No núcleo de pesquisa e na USP, fica a amargura e a perigosa
incerteza do futuro: o que acontecerá com a massa crítica
acumulada nos 33 anos (apesar da interrupção da
ditadura)? E hoje, por conta da crise orçamentária,
a escassa abertura de claros ou as distorções
na política departamental dos concursos de admissão,
que riscos se assumem ao permitir o esgarçamento de recursos
humanos tão valiosos para a universidade?
Em 1987, implantado o Trabalho de Conclusão de Curso
no Departamento de Jornalismo e Editoração, comecei
a orientar alunos de graduação junto aos mestres
e doutores da pós-graduação. Numa sinergia
de pesquisa, ensino e extensão, começava também
o Projeto São Paulo de Perfil, um livro temático
de narrativas sobre São Paulo, ora o inventário
das migrações internas e externas que fazem o
rosto brasileiro, ora os desafios de quem vive o cotidiano do
espaço metropolitano e do Interior, bairros e regiões.

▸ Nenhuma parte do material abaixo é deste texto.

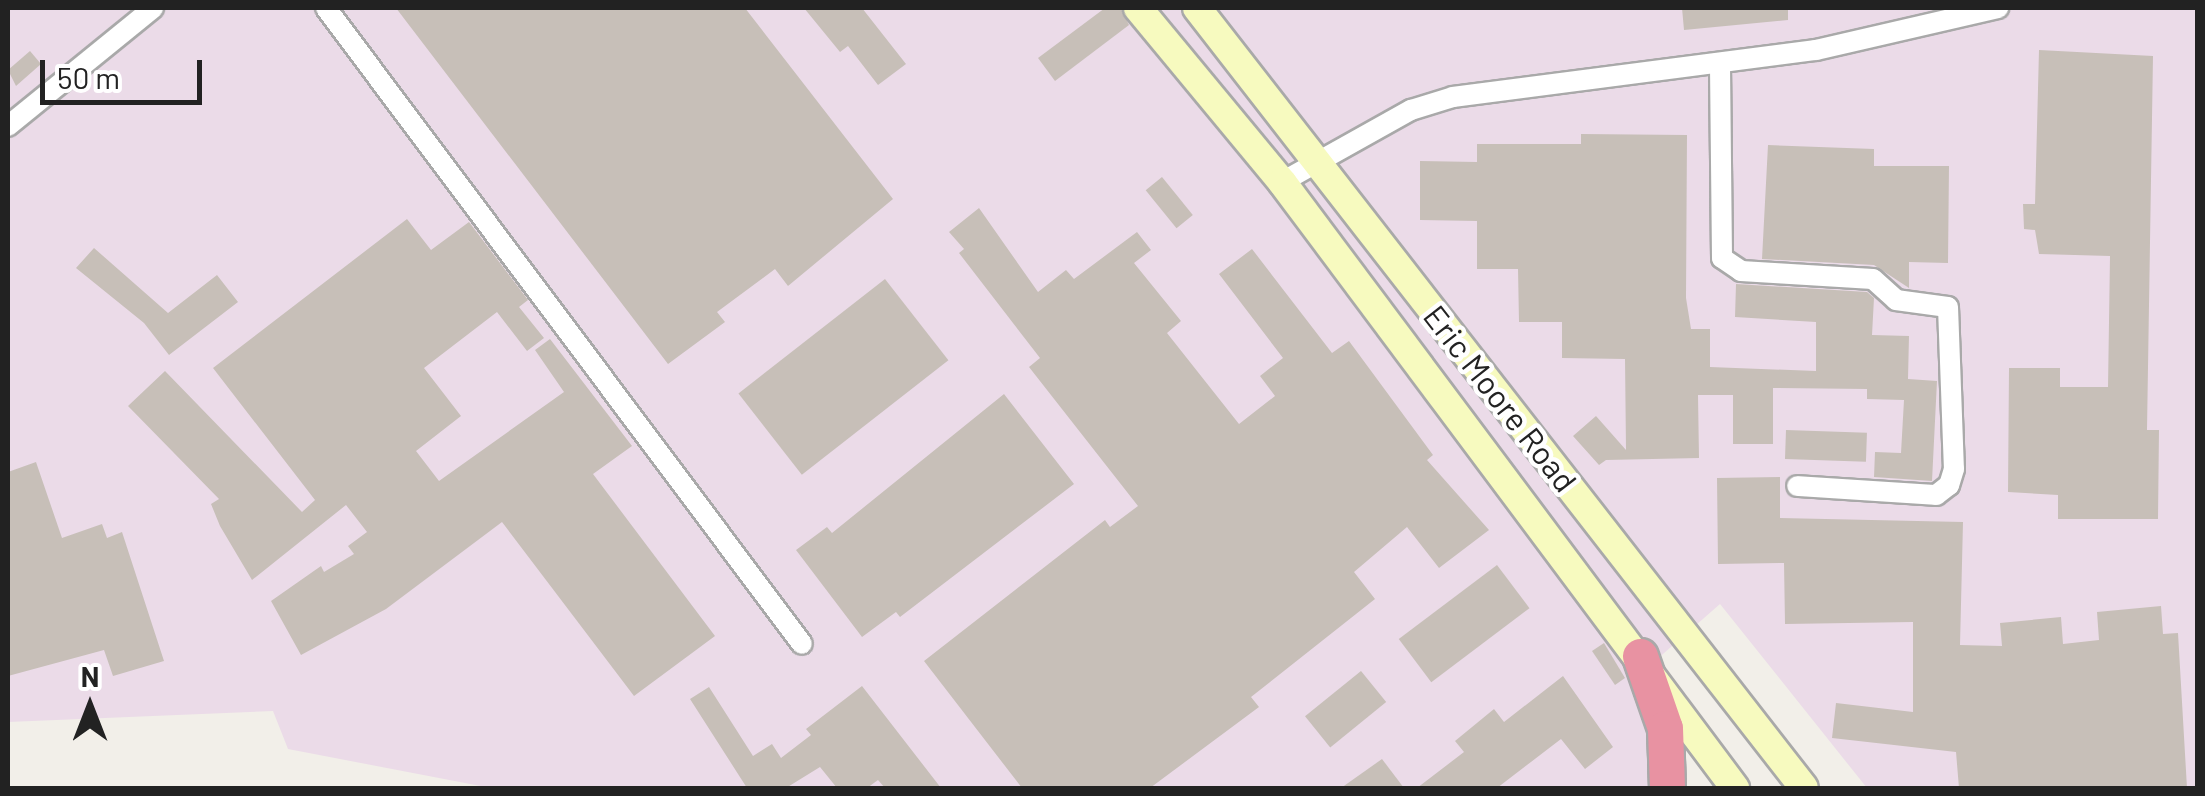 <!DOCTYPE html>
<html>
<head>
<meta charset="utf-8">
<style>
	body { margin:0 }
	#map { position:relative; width:2205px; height:796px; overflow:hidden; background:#f2efe9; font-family:Barlow,sans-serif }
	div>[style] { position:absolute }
	.industrial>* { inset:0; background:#ebdbe8 }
	.building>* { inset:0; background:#c7bfb8; transform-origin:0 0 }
	.roads { filter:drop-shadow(2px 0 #a9a9a9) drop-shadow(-2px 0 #a9a9a9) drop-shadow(0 2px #a9a9a9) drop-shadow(0 -2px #a9a9a9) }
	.street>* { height:20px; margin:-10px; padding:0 10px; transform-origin:10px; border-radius:10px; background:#fff }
	.secondary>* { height:28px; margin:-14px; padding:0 14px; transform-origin:14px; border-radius:14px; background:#f7fabf }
	.highway>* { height:35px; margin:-17.5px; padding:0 17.5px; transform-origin:17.5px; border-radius:17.5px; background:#e892a2 }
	span { translate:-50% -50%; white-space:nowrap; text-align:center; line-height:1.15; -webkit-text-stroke:9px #fff; paint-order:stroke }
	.street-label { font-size:32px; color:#222 }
	.frame { position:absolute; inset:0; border:10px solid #222; pointer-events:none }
	.north { position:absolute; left:40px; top:656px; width:100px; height:100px; -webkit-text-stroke:8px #fff; paint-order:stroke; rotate:0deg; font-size:28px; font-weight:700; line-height:40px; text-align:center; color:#222 }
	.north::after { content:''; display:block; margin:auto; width:35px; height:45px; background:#222; clip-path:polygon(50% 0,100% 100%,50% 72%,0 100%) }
	.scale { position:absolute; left:40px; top:60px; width:162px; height:45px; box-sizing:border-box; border:5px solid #222; border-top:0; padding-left:12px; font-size:30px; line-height:35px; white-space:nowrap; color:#222; -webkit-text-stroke:8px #fff; paint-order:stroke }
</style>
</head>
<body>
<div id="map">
	<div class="industrial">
		<i style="clip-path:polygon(8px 8px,2197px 8px,2197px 788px,1867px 788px,1720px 604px,1631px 682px,1653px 756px,1652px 788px,491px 788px,288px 749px,273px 711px,8px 722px)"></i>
	</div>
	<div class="building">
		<i style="clip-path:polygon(396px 8px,745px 8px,893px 199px,788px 286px,775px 269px,717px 312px,725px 322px,668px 364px)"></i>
		<i style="clip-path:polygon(804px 8px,862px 8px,906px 64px,878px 85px,848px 46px,840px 52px)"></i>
		<i style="clip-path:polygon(1105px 8px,1121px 8px,1129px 25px,1055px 81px,1038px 58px)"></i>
		<i style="clip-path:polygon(1682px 8px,1788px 8px,1788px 20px,1684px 30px)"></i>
		<i style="clip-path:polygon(2039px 50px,2153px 56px,2147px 430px,2159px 430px,2158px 519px,2058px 519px,2058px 495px,2008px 492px,2009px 368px,2060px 368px,2060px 387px,2108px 387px,2110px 256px,2039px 254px,2035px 230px,2024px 229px,2023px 204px,2035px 204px)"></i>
		<i style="clip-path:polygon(30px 51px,41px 64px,16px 86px,8px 70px)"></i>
		<i style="clip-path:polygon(1581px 134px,1687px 135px,1686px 298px,1691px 329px,1710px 329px,1710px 367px,1816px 371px,1816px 322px,1735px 317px,1736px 284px,1867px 292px,1874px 298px,1872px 335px,1909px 336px,1908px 379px,1937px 381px,1932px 481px,1874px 477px,1875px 452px,1901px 453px,1904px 400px,1867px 399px,1867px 389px,1773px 388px,1773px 444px,1733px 444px,1733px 395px,1698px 395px,1699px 458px,1606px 460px,1599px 465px,1573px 436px,1596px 416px,1626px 450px,1625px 359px,1562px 358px,1562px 322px,1519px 322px,1518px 269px,1477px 269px,1477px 221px,1420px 220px,1420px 161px,1477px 162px,1477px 144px,1581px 144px)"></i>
		<i style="clip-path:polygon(1768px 145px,1874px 149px,1874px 166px,1949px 166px,1948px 263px,1909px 262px,1909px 288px,1874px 265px,1762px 259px)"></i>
		<i style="left:1162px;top:177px;width:49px;height:21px;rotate:51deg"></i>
		<i style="clip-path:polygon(979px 208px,1038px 292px,1066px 270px,1074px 279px,1137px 232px,1151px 250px,1134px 263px,1181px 321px,1167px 333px,1239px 424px,1275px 396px,1260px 376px,1283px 358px,1219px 274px,1252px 249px,1332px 353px,1349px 341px,1433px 455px,1427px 460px,1489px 530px,1439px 568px,1407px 527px,1354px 572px,1375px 599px,1251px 697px,1259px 707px,1150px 788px,1022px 788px,924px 661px,1105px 520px,1110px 527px,1138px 506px,1029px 367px,1040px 358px,959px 253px,964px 249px,949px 232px)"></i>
		<i style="clip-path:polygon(407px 219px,431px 250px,469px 222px,528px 300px,519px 307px,544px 338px,527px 351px,497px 312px,424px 368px,461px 416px,416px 451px,439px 481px,564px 392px,535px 350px,550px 339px,632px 446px,593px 474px,715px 636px,634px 696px,502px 522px,386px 609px,301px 655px,271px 601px,321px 566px,324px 572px,354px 554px,348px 546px,367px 532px,346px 505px,252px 580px,220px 526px,211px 504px,219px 499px,128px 406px,165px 371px,302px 512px,315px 500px,213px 368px)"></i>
		<i style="clip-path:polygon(94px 248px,168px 313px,217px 275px,238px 302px,169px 355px,144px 323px,76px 268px)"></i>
		<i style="left:885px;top:279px;width:103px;height:186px;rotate:52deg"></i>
		<i style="clip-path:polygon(1004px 394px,1074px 484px,900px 617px,896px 612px,862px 637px,796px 550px,827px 527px,832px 533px)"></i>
		<i style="left:1786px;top:430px;width:81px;height:29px;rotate:2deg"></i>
		<i style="clip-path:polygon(36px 462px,62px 538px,102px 524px,107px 538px,122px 532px,164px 661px,113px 676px,104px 650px,8px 676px,8px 472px)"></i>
		<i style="clip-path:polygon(1780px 477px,1780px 518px,1963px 522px,1960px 645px,2002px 646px,2000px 623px,2061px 617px,2063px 644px,2099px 640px,2097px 612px,2161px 606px,2163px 634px,2178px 633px,2187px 788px,1959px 788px,1956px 752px,1832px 738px,1836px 703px,1913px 712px,1913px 622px,1785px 624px,1784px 563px,1718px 564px,1717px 478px)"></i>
		<i style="left:1497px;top:565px;width:54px;height:123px;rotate:53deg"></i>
		<i style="clip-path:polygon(1604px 643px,1625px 678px,1615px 685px,1592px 651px)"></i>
		<i style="left:1361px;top:671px;width:40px;height:72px;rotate:51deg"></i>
		<i style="clip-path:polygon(1563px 676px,1613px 747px,1585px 769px,1561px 739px,1497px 788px,1417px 788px,1464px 752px,1455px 741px,1494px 709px,1504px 722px)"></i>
		<i style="clip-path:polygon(862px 686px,941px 788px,885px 788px,878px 780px,867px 788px,837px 788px,820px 767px,786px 788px,747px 788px,690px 699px,709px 687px,753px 756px,772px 744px,781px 758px,811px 735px,806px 729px)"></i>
		<i style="clip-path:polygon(1382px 759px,1404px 788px,1341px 788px)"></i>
	</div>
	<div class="roads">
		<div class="street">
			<i style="left:326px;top:8px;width:794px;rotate:53.19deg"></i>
			<i style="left:1720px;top:66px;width:192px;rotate:89.4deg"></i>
			<i style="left:1722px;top:258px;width:23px;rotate:34deg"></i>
			<i style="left:1741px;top:271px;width:132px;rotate:3.5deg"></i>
			<i style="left:1873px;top:279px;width:31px;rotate:42deg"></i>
			<i style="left:1896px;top:300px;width:52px;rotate:7.7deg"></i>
			<i style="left:1948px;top:307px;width:162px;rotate:87.9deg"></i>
			<i style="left:1954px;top:469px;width:17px;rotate:107deg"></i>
			<i style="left:1949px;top:485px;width:16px;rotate:142deg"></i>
			<i style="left:1936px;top:495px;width:139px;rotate:-176.3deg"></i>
			<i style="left:8px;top:126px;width:187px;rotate:-39.1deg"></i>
			<i style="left:1282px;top:182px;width:148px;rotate:-29.2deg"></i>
			<i style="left:1411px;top:110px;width:44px;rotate:-17.2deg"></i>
			<i style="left:1453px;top:97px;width:366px;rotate:-7.4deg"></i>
			<i style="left:1816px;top:50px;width:187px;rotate:-13deg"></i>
		</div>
		<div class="secondary">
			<i style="left:1138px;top:8px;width:226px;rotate:50.4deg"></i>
			<i style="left:1282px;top:182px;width:757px;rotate:53.22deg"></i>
			<i style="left:1197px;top:8px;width:988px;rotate:52.11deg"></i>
		</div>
		<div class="highway">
			<i style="left:1640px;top:656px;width:76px;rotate:70.9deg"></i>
			<i style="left:1665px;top:728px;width:60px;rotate:88.1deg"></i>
		</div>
	</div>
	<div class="street-label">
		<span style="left:1501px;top:398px;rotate:52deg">Eric Moore Road</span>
	</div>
	<div class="frame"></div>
	<div class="north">N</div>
	<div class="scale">50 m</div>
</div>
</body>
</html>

Na essência, os temas citam a aventura humana no passado
e no presente.
Longa trajetória no ensino
São,
em 2004, vinte e seis títulos realizados e o 27º
a caminho. Os alunos de Jornalismo até 1998 e alunos
de uma disciplina optativa (Narrativas da Contemporaneidade)
que ofereço no Fórum Permanente Interdisciplinar
da ECA, criado em 1998, assinam a coleção e levam
para sua vida profissional marcas inalienáveis do projeto
abrangente de pesquisa - o diálogo social.
Quando
o experiente jornalista colombiano Raul Osório Vargas
veio para o Brasil com a louvável intenção
de pesquisar a novas tendências do Jornalismo e ingressou
no mestrado da ECA, pensava recortar o trabalho empírico
nas revistas históricas e nas da atualidade. Trazia de
sua viagem internacional os ecos da velha Realidade e o interesse
de estudar a fundo as grandezas das semanais brasileiras. Ao
ter contato com os livros já publicados até a
década de 90, desviou o foco para a série São
Paulo de Perfil e produziu o primeiro documento de pesquisa
sobre a renovação dos jovens autores da ECA no
jornalismo latino-americano.
Ao
mestrado se sucedeu o doutorado e hoje o pesquisador coordena
um curso de jornalismo numa universidade de Minas e mantém
vínculos diretos com a USP e outras importantes universidades
da América.
Os
autores estudados na dissertação de mestrado de
Raul Vargas (A reportagem literária no limiar do século
XXI, o ato de reportar, os jovens narradores e o Projeto São
Paulo de Perfil)formam um cast profissional que, em grande parte
se destaca pela responsabilidade social e pelo rigor e criatividade
de sua assinatura nos meios de comunicação ou,
o que é crescente, em frentes de trabalho pioneiro autônomo,
grupalizado ou cooperativado. Dos 36 TCCs (trabalhos de conclusão
de curso) que orientei, é possível levantar marcas
autorais espalhadas na malha comunicacional nacional e estrangeira.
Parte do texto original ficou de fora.